■ Problem details ■
The expected response is a copy of every line in the entries below that includes the word "solid".

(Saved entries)
==*==
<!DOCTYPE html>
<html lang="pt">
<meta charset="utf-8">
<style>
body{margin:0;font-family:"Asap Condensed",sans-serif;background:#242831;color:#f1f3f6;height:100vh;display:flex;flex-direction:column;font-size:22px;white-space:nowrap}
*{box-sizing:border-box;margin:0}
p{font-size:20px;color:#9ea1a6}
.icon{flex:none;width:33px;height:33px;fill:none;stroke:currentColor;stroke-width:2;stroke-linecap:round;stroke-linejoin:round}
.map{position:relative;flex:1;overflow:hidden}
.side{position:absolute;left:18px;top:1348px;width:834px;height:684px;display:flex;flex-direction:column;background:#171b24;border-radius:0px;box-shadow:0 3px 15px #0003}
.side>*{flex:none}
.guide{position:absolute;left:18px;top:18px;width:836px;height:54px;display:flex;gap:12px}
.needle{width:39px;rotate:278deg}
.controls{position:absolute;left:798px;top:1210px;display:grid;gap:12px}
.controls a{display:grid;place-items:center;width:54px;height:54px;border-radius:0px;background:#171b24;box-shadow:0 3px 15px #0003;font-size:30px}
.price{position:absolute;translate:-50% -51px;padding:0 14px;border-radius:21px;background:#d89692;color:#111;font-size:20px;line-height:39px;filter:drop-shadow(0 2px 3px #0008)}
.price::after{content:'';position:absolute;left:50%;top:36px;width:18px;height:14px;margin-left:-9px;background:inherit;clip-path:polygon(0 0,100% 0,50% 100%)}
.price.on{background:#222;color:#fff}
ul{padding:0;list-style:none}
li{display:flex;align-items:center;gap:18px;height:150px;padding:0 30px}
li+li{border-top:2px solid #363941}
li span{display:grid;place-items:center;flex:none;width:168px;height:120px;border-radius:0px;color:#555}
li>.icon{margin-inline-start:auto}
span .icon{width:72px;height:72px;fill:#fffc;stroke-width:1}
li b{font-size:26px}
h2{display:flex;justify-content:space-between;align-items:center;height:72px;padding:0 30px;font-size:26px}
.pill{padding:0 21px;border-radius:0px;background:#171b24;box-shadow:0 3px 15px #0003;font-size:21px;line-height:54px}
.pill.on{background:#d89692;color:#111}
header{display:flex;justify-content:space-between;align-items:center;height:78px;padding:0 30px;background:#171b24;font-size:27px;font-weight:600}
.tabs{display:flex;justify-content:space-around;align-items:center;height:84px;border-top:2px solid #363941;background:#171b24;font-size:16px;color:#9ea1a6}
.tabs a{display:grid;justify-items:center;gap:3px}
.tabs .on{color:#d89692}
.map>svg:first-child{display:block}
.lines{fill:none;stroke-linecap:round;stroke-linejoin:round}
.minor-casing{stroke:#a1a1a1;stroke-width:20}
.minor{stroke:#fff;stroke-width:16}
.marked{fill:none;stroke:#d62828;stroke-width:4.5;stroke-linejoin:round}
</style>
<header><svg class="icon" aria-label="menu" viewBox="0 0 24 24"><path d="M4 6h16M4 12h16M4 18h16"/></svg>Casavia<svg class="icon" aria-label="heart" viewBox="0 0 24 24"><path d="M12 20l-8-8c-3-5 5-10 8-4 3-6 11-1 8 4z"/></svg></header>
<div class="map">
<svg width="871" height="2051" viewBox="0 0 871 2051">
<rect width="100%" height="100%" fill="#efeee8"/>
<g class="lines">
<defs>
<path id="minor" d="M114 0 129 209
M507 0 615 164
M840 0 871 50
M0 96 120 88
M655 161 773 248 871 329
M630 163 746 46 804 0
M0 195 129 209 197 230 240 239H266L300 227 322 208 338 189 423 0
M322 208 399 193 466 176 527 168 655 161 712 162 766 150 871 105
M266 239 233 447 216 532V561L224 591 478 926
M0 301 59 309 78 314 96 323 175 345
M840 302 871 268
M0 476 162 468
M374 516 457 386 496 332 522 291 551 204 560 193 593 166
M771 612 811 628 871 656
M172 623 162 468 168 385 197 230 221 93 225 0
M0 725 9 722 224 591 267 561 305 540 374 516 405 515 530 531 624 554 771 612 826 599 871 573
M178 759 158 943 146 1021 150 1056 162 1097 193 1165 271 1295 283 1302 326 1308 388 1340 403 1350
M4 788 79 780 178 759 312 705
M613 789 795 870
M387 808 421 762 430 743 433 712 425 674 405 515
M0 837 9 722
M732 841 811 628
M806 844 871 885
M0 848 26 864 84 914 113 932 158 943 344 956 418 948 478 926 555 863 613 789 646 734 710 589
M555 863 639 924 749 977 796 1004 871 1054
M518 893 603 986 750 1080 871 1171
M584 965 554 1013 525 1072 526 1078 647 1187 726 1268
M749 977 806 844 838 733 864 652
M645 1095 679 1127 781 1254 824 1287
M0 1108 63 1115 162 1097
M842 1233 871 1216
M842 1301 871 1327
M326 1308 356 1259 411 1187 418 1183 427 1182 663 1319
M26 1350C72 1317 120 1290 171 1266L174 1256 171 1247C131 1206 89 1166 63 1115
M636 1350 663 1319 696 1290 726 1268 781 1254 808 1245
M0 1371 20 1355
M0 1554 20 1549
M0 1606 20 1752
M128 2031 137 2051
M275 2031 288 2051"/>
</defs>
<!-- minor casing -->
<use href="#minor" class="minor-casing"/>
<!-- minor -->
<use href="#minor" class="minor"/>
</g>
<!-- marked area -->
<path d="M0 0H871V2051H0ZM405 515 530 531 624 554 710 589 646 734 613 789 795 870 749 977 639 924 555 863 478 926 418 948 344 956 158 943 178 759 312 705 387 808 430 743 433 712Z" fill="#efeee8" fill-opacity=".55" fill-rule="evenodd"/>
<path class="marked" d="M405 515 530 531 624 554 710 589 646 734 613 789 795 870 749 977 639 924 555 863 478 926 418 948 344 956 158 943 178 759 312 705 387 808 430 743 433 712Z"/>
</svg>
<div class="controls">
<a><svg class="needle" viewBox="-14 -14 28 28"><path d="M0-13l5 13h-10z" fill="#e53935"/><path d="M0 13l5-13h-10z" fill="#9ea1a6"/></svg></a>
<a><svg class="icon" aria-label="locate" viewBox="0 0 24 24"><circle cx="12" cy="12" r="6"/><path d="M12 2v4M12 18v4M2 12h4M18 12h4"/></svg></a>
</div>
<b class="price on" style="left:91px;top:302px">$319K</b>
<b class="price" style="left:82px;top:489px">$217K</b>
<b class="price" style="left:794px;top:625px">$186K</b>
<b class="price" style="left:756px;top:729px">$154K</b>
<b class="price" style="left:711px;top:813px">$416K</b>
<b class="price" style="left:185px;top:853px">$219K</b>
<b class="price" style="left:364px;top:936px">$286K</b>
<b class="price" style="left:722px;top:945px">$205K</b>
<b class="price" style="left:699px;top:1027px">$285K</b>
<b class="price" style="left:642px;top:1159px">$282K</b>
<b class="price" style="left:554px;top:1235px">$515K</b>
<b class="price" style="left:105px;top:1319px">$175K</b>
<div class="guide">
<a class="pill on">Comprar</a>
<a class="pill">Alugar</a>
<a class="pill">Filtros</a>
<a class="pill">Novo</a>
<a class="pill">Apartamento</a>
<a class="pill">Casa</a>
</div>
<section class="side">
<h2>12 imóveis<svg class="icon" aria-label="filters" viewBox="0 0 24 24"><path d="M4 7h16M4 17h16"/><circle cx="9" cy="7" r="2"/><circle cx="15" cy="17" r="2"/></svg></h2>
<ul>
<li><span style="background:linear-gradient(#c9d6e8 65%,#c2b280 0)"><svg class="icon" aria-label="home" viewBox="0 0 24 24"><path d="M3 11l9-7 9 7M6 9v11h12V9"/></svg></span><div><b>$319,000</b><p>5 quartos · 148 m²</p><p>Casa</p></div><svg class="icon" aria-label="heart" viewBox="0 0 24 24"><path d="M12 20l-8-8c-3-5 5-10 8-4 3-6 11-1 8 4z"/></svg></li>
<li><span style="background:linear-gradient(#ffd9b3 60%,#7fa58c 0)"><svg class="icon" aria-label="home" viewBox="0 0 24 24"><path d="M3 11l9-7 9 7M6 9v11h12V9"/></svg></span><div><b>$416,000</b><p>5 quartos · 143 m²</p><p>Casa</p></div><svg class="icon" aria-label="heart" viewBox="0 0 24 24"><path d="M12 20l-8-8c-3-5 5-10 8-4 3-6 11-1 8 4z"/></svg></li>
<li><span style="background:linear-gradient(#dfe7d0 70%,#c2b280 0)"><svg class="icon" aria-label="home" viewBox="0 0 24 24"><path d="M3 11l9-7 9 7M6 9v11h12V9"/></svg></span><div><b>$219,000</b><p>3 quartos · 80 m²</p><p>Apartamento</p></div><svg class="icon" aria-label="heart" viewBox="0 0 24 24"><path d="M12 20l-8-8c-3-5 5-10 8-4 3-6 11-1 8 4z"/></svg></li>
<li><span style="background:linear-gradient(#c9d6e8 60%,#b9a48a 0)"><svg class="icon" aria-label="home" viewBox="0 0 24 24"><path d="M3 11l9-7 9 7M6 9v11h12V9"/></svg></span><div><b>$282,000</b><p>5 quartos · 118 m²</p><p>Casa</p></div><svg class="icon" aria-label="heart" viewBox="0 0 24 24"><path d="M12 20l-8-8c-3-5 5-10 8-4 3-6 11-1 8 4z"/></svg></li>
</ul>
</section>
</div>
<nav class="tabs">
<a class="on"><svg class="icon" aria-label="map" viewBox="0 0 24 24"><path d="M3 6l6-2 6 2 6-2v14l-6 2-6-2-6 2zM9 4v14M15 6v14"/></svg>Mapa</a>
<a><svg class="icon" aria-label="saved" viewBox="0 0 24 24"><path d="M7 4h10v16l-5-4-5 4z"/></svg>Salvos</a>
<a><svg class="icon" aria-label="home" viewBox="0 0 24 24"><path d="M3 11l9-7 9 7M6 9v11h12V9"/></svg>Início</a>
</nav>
==*==
■ Output ■
li+li{border-top:2px solid #363941}
.tabs{display:flex;justify-content:space-around;align-items:center;height:84px;border-top:2px solid #363941;background:#171b24;font-size:16px;color:#9ea1a6}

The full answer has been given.